In In re the Adoption of M.M.G.C., 785 N.E.2d 267 (Ind.App.2003), Indiana first recognized the right of a a same sex unmarried partner to adopt the child of her partner. The court, in that case, relied on the stepparent exception to the divesting provisions of the adoption statutes. Despite the partners being unmarried, the court focused on the fact that they were living with the child in the same household and functioning as a family unit. In In re the Adoption of K.S.P., 804 N.E.2d 1253 (Ind.App.2004), Indiana again held that a domestic partner could adopt her partner’s child without terminating the mother’s rights. The court noted that to deny children of same sex partners, as a class, the security of a legally recognized relationship with their second parent served no legitimate state interest.  

The Indiana Court of Appeals, in In Re Infant Girl W, 845 N.E.2d 229 (Ind.App. 2006), held that any unmarried couple, regardless of gender or sexual orientation, could adopt jointly. It noted the requirement for a married couple to jointly adopt stemmed from the legal obligations of married persons to one another and found this was not intended, by the legislature, to be a preclusion for unmarried persons to adopt jointly. The focus, once again, was on the family unit and the benefit to children in having a legally recognized family.

Indiana recognized the importance of two people, who were not in an intimate relationship, but working together to raise a child in In re the Adoption of A.M., 930 N.E.2d 613 (Ind.App. 2010). The maternal grandfather played a significant role in the upbringing of his grandson. They spent multiple days per week together. The grandfather helped with homework, kept the child overnight most weekends and took the child to athletic/scouting events. The grandfather sought to adopt the child with the mother’s consent. The trial court declined to approve the petition as to do so would divest the mother of her legal rights. The Indiana Court of Appeals found grandfather and mother were functioning as a family unit despite not living under the same roof.
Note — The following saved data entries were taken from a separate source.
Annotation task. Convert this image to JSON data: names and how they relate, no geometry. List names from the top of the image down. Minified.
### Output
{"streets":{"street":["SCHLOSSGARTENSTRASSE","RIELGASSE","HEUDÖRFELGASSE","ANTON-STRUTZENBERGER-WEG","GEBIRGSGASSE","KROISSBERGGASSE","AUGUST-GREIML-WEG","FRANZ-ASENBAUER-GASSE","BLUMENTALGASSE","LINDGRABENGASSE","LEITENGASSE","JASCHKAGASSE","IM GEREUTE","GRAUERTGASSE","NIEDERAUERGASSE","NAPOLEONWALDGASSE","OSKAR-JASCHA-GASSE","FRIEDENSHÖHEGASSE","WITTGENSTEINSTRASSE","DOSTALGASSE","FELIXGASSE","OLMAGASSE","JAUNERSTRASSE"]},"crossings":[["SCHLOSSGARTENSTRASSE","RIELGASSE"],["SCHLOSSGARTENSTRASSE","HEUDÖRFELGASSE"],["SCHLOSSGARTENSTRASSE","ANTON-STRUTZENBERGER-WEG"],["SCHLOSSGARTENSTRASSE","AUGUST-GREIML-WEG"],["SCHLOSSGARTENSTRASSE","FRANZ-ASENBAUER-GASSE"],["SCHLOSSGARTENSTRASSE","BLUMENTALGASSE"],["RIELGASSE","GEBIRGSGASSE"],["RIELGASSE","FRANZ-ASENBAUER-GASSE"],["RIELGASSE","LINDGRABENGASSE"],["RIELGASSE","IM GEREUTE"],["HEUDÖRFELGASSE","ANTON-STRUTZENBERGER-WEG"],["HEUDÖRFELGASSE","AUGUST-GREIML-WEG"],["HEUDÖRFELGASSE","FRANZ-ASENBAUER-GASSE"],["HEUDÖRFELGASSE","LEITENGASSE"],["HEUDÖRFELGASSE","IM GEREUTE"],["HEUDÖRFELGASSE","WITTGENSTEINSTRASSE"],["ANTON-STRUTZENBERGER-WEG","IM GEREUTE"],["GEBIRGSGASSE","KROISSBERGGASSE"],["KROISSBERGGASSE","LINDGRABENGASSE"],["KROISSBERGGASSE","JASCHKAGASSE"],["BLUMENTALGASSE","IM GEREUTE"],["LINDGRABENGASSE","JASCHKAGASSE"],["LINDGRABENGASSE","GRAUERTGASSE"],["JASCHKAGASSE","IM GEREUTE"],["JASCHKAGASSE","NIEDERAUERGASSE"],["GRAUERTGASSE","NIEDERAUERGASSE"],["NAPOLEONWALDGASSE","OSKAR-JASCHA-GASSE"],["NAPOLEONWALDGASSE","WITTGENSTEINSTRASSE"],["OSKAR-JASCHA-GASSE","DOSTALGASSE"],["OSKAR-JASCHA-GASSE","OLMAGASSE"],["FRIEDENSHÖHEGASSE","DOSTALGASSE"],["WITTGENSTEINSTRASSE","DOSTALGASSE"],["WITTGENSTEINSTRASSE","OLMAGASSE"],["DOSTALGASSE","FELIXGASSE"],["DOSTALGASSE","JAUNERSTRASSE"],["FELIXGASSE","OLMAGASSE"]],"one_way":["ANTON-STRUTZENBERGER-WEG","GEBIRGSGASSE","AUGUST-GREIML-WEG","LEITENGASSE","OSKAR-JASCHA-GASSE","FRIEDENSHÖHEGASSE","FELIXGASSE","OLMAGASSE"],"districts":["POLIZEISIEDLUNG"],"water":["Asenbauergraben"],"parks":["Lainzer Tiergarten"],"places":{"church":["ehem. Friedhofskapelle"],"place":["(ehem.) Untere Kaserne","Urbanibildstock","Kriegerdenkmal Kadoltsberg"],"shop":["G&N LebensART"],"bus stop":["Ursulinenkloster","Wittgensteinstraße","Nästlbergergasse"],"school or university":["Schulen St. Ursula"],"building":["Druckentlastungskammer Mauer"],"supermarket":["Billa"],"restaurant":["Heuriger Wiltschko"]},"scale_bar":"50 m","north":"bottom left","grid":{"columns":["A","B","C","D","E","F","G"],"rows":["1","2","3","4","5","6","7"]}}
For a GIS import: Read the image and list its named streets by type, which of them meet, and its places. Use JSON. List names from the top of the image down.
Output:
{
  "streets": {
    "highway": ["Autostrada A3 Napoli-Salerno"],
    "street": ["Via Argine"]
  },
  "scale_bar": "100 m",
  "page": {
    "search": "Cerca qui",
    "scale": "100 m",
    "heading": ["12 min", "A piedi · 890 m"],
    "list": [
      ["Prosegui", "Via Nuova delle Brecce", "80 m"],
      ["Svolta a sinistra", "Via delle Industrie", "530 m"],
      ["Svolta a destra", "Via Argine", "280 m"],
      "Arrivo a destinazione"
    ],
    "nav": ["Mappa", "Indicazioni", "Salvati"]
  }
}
While this was certainly a less than traditional family structure, they were no less a family in the eyes of the court.  

The Court of Appeals, in In re the Adoption of J.T.A., 988 N.E.2d 1250 (Ind.App.2013), held that the fiancé of the biological mother was able to adopt her child without terminating her parental rights. While the parties were engaged, the court did not rely on a promise of marriage in reversing the trial court. Instead, the court focused on how the parties were working together as a family which resulted in the upbringing of a happy/healthy child.  

I have had the privilege of helping a grandmother adopt her grandson via a same sex second parent adoption. This case allowed the mother’s rights to remain intact while giving legal recognition to the realities of how these women were working together as equals for the child’s benefit. The focus here was on mother and grandmother working together to raise a little boy they both considered to be their child.  

Our courts have routinely focused on the benefits to children in having a legal reality extended to their family. In a doing so, they have recognized the importance of family regardless of how unconventional it might look to an outsider. The progress made via these cases required lawyers who were not afraid to think unconventionally. As we continue to see what constitutes a family change, we must not forget to strive for the law to legally recognize families even when they do not fit into the traditional adoptive boxes.